Despiértenme las aves
Nunca he sido muy dado al corporativismo, y por otro lado, siendo realista, es evidente que en mi profesión, como en todas, hay de todo: gente más trabajadora, y otra más dada a implicarse lo justito, o a buscar e intensificar los momentos de holganza. Pero puedo decir muy claramente que la media general está muy alejada de cierta idea relativamente extendida de que los profesores tenemos unas larguísimas y tranquilas vacaciones, que coincidirían con las de los alumnos. No es solo que exámenes, tefegés, tefeemes, tesis y demás, prolongan la actividad de la mayoría. Es también que, más allá de la actividad docente, suele existir una actividad investigadora y de trasferencia, más o menos extensa, que a más de uno nos ha tenido no pocos veranos enfrascados, sin vacaciones o con estas mucho más abreviadas de lo que cabría esperar: la propia tesis, las mil y una acreditaciones, los concursos para el acceso a las más variadas categorías de la carrera universitaria, alguna conferencia que aceptamos en un momento de debilidad, aquel trabajo para la obra colectiva que hay que entregar y ya no puede esperar más, o la corrección de pruebas para que el libro salga a tiempo, entretienen de forma más o menos intensa, según los casos, nuestro período estival. Así que noches de canícula y mosquitos alrededor del flexo no son infrecuentes, y a veces se obstinan en cerrar el paso a las de relajación, paseo o fiesta.

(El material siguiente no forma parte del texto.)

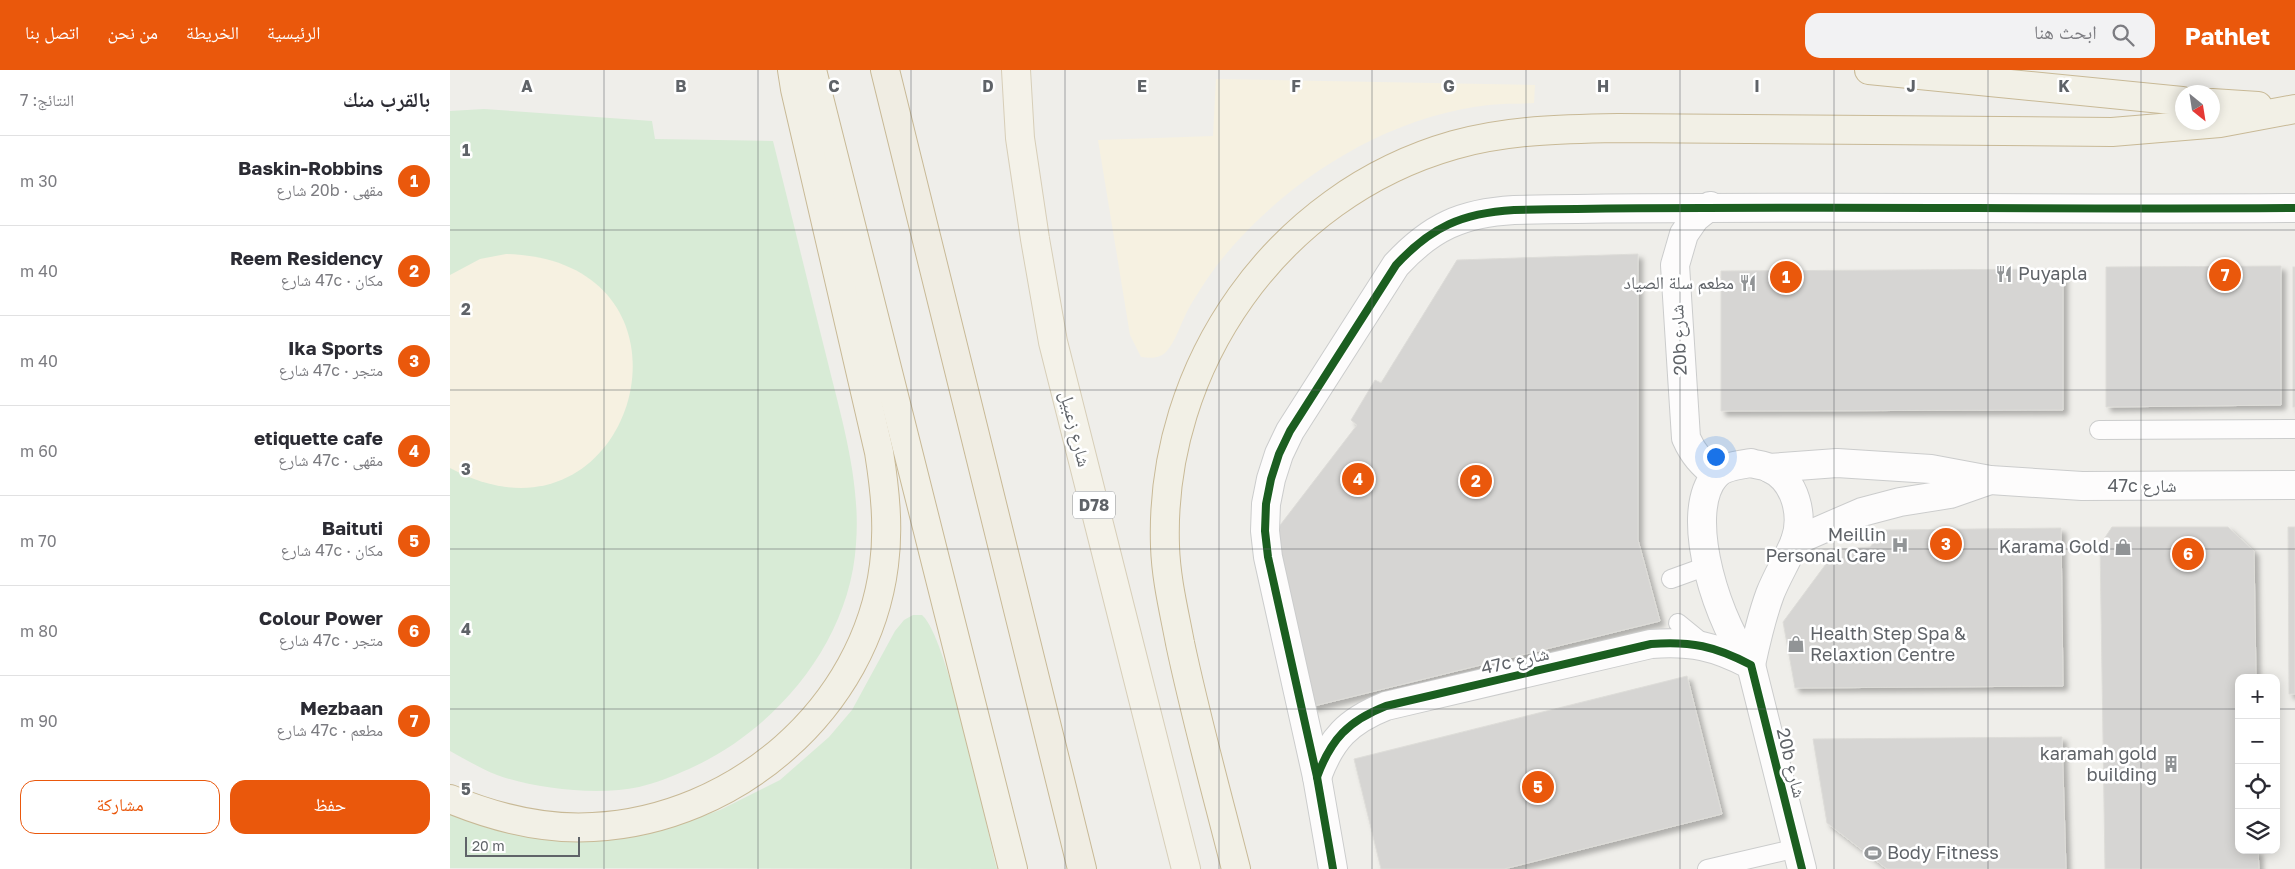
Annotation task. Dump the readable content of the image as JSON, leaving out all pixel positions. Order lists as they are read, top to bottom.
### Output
{
  "streets": {
    "main road": ["شارع زعبيل", "D78"],
    "street": ["20b شارع", "47c شارع"]
  },
  "crossings": [
    ["20b شارع", "47c شارع"]
  ],
  "places": {
    "restaurant": ["Puyapla", "مطعم سلة الصياد"],
    "hospital": ["Meillin Personal Care"],
    "shop": ["Karama Gold", "Health Step Spa & Relaxtion Centre"],
    "building": ["karamah gold building"],
    "sports": ["Body Fitness"]
  },
  "scale_bar": "20 m",
  "north": "bottom right",
  "page": {
    "header": "Pathlet",
    "search": "ابحث هنا",
    "nav": [
      "الرئيسية",
      "الخريطة",
      "من نحن",
      "اتصل بنا"
    ],
    "heading": ["بالقرب منك", "النتائج: 7"],
    "list": [
      {
        "mark": "1",
        "name": "Baskin-Robbins",
        "note": "مقهى · 20b شارع",
        "value": "30 m"
      },
      {
        "mark": "2",
        "name": "Reem Residency",
        "note": "مكان · 47c شارع",
        "value": "40 m"
      },
      {
        "mark": "3",
        "name": "Ika Sports",
        "note": "متجر · 47c شارع",
        "value": "40 m"
      },
      {
        "mark": "4",
        "name": "etiquette cafe",
        "note": "مقهى · 47c شارع",
        "value": "60 m"
      },
      {
        "mark": "5",
        "name": "Baituti",
        "note": "مكان · 47c شارع",
        "value": "70 m"
      },
      {
        "mark": "6",
        "name": "Colour Power",
        "note": "متجر · 47c شارع",
        "value": "80 m"
      },
      {
        "mark": "7",
        "name": "Mezbaan",
        "note": "مطعم · 47c شارع",
        "value": "90 m"
      }
    ],
    "pins": [
      "7",
      "1",
      "4",
      "2",
      "3",
      "6",
      "5"
    ],
    "map_buttons": ["+", "−"],
    "buttons": ["حفظ", "مشاركة"],
    "scale": "20 m"
  },
  "grid": {
    "columns": [
      "A",
      "B",
      "C",
      "D",
      "E",
      "F",
      "G",
      "H",
      "I",
      "J",
      "K"
    ],
    "rows": [
      "1",
      "2",
      "3",
      "4",
      "5"
    ]
  }
}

Dicho lo anterior… si al menos el ritmo de la docencia y de las mil y una gestiones burocráticas baja realmente, cabe aspirar a la ansiada tranquilidad. Y aunque no creo que lleguemos al nirvana, sí al menos se puede confiar en disfrutar de una vida algo más retirada, menos preocupada por las cosas cotidianas, en la que todo se relativice. Y mientras paseo cerca del mar o por el monte, escuchando gaviotas, chovas, colirrojos o jilgueros, pueden resonar también en mi cabeza (ya saben mis lectores la utilidad que le doy a haber aprendido poesías de memoria) aquellos versos de Fray Luis: “Despiértenme las aves,/ con su cantar sabroso no aprendido/ no los cuidados graves/ de que es siempre seguido/ el que al ajeno arbitrio está atenido”. Y es entonces cuando se comprende perfectamente que la verdadera felicidad no depende del reconocimiento de los demás, sino que nace como consecuencia de haber logrado experimentar la satisfacción de la paz interna, como se apunta en la misma Oda: “¿Qué presta a mi contento/ si soy del vano dedo señalado/ si, en busca deste viento/ ando desalentado/ con ansias vivas, con mortal cuidado?” Tranquilas vacaciones a quienes las inician en estas fechas.